A market report on tropical dehydrated fruits has observed that Thailand is currently facing a shortage of water supply in many areas. The drought caused by the El Nino phenomenon is affecting the growth of many fruits and key agricultural crops in the country and threatens to shorten the season on pineapple and papaya among others. Although Thailand is supposed to have its rainy season in the starting month of July, there is no way of determining whether it will take place. The QFN Trading and Agency of Netherlands is uncertain as to how farmers will cope with the water shortage during the April – July summer season since the current water reserves will only be enough for household consumption and not agriculture.
Further to that, the US dollar’s fluctuation against other world currencies is another major factor affecting the Tropical dried fruit season. According to the Agency, a 6 to 7% variation of the Thailand baht currency against the US dollar makes it difficult to offer and conclude long term contracts. Apart from that, the world economy continues being unstable affecting demand which will in turn impact the pricing of QFN products.
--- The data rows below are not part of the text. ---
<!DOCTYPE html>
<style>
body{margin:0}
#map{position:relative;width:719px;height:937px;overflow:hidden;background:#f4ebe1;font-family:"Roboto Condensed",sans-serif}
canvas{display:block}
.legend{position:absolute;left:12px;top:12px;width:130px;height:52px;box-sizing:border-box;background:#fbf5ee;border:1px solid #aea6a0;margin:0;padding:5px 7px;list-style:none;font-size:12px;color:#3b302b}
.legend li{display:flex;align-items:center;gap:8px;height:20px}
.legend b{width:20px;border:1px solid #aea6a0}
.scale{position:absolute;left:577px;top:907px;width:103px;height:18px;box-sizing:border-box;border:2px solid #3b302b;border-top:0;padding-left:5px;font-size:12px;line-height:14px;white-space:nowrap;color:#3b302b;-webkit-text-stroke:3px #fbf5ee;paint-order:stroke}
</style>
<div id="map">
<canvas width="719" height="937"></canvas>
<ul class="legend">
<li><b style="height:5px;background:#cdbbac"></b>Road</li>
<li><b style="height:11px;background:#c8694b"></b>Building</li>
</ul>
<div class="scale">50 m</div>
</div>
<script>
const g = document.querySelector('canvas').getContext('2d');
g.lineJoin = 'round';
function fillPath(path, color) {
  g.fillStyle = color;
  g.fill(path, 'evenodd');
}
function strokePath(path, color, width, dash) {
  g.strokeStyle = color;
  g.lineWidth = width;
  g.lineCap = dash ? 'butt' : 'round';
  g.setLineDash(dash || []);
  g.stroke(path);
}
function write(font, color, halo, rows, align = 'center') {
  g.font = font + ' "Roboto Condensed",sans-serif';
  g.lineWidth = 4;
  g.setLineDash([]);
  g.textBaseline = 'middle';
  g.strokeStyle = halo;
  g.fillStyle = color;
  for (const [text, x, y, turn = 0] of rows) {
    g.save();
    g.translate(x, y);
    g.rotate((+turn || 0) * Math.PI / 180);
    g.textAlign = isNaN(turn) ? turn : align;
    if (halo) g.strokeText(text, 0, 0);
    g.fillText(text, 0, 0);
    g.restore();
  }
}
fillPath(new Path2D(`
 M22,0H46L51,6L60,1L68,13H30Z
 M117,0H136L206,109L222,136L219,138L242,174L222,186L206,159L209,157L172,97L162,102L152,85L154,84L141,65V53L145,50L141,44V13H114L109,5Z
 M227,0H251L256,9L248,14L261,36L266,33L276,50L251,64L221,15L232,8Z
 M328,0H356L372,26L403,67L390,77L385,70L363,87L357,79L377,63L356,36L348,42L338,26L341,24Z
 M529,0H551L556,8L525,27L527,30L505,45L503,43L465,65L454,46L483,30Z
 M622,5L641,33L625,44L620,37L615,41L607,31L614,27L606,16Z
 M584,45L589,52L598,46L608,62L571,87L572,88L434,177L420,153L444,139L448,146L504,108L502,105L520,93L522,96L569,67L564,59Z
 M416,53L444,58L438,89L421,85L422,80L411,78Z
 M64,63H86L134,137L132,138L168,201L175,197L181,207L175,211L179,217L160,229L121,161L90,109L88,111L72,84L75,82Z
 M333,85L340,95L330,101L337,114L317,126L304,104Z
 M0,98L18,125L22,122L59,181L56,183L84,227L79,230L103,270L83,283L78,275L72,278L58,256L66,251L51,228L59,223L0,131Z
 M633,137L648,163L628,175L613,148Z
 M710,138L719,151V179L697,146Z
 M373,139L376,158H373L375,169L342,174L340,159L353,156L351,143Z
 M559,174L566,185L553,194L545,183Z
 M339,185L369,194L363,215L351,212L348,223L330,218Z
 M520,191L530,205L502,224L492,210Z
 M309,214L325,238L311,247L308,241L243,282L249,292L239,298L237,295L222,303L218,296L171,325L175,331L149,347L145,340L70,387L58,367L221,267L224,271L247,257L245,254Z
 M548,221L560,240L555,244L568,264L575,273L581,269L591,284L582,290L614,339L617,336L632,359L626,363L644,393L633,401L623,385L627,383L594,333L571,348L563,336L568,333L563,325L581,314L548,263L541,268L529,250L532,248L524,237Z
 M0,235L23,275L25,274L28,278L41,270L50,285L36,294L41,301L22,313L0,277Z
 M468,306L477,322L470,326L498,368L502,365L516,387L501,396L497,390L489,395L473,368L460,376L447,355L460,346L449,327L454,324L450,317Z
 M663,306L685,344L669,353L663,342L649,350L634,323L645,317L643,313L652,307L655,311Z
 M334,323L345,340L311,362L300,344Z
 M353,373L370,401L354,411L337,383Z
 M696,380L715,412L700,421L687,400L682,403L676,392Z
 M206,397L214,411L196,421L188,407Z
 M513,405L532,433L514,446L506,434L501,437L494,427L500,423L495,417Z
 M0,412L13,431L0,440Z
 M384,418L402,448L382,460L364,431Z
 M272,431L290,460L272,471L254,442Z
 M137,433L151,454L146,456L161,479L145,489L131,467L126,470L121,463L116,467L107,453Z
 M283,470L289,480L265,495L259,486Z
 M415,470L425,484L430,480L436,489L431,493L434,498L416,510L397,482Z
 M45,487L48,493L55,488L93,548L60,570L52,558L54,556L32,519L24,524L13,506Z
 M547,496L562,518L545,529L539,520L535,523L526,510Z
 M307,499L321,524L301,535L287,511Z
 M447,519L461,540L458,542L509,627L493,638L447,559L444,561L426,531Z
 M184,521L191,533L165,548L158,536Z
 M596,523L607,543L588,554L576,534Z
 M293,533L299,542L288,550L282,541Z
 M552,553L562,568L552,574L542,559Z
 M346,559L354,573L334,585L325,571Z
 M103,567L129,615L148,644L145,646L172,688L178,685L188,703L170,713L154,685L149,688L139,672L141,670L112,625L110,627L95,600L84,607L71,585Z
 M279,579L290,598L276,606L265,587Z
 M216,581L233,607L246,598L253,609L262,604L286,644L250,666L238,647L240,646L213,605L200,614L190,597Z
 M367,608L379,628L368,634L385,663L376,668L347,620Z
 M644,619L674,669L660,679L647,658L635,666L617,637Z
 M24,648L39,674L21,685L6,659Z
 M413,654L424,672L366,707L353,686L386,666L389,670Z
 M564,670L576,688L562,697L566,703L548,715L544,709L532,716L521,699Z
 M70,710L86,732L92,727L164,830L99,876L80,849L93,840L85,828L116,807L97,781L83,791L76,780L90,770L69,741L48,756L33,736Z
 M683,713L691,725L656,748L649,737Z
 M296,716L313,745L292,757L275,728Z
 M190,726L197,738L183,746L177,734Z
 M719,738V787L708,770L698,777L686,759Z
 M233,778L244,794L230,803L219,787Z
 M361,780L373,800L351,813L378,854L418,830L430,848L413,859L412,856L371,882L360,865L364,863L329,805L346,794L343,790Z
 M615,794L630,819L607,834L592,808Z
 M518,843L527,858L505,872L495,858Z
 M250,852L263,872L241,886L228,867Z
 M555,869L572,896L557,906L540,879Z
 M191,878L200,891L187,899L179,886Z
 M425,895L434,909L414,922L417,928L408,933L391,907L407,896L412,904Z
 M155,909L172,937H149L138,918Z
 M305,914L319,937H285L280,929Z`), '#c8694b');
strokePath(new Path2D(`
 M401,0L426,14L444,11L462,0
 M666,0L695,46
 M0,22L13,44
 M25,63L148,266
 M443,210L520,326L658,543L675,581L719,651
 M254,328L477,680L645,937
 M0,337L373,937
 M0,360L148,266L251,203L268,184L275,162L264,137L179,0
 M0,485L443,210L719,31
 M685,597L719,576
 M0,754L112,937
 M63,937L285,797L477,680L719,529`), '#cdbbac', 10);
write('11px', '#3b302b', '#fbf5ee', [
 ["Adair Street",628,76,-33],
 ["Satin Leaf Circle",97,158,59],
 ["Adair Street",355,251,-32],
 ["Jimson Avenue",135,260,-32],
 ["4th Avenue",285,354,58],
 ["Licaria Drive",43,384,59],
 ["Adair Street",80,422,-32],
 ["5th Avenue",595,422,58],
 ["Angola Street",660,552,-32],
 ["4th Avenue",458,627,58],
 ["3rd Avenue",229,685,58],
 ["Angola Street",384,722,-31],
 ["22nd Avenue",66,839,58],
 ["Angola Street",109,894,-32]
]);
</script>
While Thailand’s small crop pineapple season generally runs from May to June, this year’s pineapple season was likely to finish by the end of April 2016. Following this, QFN company predicts this year’s supply of pineapple not to cope with the demand leaving pineapple prices slowly increasing from now on. Therefore, industry users of the dried pineapple are advised to ensure that they conclude the appropriate contracts by end of April. The pineapple season is expected to return late October/September this year.
Unlike the pineapple crop, the pineapple core is expected to be in large supply and available from now on up until the new season. This is as a result of Thailand’s canners who produced large volumes of canned pineapple since end of last year to meet existing contracts. This has left behind a large quantity of the pineapple core from their production. For added colour papaya, the QFN predicts the current raw materials to be available until July, 2016 and it is likely that there will be no problems if the rainy season arrives as normal. However, the current severe water shortage will cause inadequate water in a lot of plantation areas and risk their plants surviving until the rainy season arrives. Meanwhile, it is estimated that raw materials for the natural red papaya will be short for one to two months before the new crop arrives in October 2016. Despite that, a severe water shortage is a major problem to its raw materials in the coming season.
Differently, there will be no shortage during the already started mango season which has been immune to the water shortage. However, the extra cost of energy and labour to maintain water supply has pushed the price slightly higher than it was last year. In this case, production can only be performed until June for mango with no cane sugar added and mango with mango juice premium quality. Consequently, customers are advised by the QFN to keep requirements during the April-May/June 2016 period.

There will also be some three months of stable availability on materials for coconut chips, cantaloupe and star fruit. Others, such as dried apple, peach and pear will also have enough material until the new crop arrives in October. Similarly, the report further speculates that strawberry will have enough raw materials until new crop arrives also in October 2016 with the new strawberry season to start at the end of April/May. However, the company is negotiating with suppliers for better pricing since prices are higher than those of last year.